◆ About this task ◆
Some lines below may hold the string "hidden". Count them and give only the total.

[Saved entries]
^^^^^^^^^^^^^^^^
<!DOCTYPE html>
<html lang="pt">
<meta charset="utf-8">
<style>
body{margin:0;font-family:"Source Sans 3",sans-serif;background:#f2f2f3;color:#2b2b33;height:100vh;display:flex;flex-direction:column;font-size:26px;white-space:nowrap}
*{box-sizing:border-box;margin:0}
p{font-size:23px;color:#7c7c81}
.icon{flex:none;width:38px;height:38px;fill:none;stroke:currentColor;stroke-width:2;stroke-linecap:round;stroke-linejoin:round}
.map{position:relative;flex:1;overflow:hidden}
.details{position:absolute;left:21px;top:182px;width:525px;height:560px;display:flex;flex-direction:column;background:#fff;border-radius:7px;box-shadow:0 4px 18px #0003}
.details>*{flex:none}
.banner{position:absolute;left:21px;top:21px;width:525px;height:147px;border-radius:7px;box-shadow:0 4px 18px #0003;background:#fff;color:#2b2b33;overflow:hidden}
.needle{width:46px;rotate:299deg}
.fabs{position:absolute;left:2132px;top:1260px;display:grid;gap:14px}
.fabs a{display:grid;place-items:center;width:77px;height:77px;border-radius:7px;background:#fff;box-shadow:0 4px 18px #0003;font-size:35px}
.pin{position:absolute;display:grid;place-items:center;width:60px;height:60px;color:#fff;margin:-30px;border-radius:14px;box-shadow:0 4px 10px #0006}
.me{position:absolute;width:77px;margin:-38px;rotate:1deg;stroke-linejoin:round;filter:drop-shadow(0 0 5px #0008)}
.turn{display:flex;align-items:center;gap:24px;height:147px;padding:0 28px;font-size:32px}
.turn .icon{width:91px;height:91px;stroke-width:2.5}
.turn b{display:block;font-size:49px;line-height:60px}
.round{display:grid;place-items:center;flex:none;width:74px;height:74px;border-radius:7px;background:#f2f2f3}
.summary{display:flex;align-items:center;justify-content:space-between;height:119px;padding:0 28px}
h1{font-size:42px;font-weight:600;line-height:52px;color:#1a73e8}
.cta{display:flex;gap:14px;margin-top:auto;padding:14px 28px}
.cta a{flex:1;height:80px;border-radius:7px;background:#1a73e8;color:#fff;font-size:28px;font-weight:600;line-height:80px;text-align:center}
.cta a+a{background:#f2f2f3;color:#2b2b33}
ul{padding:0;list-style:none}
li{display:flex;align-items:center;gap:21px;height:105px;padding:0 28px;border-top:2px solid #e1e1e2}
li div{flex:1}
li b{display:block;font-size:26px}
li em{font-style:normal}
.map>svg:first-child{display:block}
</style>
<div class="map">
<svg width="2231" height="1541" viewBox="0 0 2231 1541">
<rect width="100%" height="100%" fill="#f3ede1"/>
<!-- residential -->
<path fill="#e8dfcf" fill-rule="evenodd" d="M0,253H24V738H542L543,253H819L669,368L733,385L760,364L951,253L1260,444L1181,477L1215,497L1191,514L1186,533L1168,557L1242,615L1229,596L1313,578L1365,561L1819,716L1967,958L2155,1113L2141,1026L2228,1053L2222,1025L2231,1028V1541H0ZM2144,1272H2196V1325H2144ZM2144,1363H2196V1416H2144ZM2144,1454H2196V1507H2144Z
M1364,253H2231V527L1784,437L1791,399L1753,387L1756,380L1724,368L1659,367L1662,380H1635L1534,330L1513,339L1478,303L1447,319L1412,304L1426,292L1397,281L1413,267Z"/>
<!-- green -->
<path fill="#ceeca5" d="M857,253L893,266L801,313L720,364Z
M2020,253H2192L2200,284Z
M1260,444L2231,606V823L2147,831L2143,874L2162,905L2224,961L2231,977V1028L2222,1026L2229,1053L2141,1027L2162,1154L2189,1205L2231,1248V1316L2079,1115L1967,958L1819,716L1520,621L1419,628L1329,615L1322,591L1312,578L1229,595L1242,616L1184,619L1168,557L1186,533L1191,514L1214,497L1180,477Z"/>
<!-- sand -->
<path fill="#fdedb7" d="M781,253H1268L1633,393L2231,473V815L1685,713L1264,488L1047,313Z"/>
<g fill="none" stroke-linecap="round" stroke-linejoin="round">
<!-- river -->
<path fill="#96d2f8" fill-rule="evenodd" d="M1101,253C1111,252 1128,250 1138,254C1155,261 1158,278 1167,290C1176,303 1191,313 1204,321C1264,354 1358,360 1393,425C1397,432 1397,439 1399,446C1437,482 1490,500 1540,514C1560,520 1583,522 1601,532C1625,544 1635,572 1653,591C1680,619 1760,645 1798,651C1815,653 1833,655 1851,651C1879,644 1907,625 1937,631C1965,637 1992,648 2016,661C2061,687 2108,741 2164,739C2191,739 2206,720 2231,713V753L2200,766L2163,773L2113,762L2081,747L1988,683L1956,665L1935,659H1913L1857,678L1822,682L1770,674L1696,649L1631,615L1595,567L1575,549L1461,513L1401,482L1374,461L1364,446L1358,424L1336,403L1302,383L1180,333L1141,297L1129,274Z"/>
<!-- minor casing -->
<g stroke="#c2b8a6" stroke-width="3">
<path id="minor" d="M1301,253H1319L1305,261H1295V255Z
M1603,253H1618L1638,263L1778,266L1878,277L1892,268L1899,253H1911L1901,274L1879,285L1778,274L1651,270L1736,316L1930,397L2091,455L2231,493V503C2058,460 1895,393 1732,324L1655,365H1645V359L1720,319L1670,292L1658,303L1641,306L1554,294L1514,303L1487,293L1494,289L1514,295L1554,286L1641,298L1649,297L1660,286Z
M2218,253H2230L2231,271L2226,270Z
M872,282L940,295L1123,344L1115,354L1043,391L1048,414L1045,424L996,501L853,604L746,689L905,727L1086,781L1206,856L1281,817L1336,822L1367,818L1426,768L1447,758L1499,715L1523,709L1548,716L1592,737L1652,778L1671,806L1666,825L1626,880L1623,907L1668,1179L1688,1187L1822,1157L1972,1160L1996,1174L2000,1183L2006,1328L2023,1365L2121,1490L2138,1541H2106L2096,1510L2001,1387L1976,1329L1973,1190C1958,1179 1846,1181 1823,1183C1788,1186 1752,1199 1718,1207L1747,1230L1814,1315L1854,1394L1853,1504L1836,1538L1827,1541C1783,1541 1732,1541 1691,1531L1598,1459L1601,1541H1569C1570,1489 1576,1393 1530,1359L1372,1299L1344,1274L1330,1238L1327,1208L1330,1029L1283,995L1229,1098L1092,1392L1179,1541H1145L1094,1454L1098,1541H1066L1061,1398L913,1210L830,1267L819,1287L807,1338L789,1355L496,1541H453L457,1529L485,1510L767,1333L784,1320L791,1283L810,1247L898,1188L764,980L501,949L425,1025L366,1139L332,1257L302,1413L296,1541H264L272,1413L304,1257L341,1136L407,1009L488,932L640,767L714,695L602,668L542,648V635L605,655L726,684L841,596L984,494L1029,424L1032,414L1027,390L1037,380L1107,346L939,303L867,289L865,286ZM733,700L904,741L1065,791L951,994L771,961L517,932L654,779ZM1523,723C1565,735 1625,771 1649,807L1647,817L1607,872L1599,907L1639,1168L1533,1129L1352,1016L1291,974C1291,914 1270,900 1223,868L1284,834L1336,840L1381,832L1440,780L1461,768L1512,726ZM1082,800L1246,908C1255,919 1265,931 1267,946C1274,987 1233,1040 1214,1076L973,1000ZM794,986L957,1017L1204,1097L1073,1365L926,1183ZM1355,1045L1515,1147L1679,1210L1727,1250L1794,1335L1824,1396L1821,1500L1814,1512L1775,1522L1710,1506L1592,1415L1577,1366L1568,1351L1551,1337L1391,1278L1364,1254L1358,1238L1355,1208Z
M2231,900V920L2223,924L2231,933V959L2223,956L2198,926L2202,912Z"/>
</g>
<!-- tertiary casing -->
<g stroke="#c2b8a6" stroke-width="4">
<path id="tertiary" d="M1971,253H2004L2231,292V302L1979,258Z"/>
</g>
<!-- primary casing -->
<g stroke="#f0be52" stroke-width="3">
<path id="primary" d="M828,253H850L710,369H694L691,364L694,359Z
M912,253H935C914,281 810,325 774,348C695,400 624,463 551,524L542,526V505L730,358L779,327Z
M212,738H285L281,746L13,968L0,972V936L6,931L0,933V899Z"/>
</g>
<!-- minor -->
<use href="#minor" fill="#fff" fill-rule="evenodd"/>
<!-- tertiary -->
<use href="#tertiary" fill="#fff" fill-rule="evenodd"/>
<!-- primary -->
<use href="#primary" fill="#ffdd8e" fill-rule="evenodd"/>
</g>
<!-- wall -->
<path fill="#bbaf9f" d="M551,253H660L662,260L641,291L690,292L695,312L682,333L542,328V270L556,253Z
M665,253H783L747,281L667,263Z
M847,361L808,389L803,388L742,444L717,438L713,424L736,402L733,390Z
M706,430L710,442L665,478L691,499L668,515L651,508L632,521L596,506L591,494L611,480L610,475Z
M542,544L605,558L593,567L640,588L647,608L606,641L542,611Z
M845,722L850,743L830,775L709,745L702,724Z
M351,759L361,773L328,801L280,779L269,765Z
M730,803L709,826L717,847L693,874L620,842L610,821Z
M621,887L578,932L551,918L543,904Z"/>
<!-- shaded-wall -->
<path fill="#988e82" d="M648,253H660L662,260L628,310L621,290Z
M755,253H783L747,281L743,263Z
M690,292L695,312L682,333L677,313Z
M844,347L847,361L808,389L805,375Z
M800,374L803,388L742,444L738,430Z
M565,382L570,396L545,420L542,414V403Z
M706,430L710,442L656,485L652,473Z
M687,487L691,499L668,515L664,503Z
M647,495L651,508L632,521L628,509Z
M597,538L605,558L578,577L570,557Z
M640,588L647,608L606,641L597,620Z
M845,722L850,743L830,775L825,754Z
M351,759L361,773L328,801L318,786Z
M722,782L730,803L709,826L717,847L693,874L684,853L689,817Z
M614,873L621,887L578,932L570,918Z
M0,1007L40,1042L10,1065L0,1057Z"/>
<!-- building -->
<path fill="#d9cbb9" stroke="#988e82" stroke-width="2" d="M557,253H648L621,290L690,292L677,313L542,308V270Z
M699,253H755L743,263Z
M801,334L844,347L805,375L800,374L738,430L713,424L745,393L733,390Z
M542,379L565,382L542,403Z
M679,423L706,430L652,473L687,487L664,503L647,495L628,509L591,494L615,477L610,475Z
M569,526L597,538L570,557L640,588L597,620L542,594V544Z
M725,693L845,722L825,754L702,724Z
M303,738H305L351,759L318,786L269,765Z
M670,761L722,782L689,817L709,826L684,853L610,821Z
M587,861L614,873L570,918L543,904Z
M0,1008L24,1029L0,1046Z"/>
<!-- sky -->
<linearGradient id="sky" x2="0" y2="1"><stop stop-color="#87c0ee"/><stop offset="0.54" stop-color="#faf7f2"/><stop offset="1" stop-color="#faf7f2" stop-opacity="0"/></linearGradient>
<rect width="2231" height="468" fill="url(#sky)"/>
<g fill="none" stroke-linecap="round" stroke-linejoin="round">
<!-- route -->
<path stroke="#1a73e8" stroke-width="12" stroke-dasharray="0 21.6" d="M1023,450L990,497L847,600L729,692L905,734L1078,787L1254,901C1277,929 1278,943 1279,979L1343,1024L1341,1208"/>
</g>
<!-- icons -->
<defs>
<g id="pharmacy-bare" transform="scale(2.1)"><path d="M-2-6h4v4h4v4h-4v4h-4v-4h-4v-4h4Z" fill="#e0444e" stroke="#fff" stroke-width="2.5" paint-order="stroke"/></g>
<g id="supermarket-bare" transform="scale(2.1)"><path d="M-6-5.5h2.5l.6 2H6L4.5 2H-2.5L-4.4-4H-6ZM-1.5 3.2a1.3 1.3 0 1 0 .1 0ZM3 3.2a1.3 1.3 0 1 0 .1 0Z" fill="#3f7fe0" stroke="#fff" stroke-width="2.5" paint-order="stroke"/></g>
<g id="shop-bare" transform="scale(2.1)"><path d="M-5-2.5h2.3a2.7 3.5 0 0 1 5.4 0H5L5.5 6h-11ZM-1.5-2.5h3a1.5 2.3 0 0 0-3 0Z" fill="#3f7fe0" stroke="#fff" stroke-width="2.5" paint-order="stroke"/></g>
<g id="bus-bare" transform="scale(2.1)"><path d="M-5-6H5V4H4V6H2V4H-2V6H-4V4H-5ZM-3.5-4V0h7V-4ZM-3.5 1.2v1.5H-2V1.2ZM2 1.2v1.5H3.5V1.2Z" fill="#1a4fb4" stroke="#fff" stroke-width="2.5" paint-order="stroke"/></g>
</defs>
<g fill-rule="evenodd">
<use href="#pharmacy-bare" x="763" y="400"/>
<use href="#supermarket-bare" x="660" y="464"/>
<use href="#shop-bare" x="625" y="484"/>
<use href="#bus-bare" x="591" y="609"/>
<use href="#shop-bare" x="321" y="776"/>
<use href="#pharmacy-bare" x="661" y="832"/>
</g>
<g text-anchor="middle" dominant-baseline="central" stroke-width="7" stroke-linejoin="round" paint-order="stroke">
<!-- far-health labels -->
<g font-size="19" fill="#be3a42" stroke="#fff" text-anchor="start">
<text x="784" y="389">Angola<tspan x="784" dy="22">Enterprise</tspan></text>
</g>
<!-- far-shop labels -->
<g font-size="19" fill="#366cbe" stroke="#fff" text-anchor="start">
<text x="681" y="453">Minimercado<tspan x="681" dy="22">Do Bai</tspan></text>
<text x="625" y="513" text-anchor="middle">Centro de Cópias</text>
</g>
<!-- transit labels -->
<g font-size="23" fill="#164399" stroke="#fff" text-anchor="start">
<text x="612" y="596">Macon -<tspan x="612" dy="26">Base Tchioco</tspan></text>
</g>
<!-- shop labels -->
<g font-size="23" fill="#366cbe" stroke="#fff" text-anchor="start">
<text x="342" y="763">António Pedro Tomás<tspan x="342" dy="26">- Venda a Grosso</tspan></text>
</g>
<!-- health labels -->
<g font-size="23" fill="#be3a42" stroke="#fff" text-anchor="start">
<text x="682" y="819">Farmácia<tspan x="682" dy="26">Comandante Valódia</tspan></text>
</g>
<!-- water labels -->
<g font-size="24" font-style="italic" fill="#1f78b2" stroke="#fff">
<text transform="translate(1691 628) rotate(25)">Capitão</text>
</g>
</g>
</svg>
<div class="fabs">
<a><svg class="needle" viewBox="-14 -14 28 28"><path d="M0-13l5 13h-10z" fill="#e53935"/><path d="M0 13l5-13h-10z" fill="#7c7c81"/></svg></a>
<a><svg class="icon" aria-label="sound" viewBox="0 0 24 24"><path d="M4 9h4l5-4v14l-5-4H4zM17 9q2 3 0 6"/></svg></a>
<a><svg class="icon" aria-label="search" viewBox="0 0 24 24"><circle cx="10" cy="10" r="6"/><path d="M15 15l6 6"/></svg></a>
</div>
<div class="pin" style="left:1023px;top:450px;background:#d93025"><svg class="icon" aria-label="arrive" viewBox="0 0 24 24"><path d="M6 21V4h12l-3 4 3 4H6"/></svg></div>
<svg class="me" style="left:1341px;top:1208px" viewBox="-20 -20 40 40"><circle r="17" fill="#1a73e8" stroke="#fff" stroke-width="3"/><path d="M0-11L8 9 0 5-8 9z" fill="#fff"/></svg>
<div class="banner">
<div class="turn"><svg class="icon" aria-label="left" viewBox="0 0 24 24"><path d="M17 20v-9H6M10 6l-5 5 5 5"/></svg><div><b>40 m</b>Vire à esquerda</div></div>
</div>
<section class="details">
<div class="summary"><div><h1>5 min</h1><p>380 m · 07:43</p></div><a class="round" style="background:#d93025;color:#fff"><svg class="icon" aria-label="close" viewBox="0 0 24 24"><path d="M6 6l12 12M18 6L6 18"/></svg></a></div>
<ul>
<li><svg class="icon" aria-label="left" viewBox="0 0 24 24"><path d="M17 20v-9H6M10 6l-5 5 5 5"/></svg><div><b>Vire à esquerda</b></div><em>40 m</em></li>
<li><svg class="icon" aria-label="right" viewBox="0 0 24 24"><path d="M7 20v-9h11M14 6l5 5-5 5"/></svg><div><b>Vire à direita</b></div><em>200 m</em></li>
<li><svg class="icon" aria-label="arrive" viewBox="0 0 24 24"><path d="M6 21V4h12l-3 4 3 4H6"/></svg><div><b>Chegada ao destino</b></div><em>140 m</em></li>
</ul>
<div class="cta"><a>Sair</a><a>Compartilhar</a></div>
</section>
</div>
^^^^^^^^^^^^^^^^
◆ Finished exercise ◆
2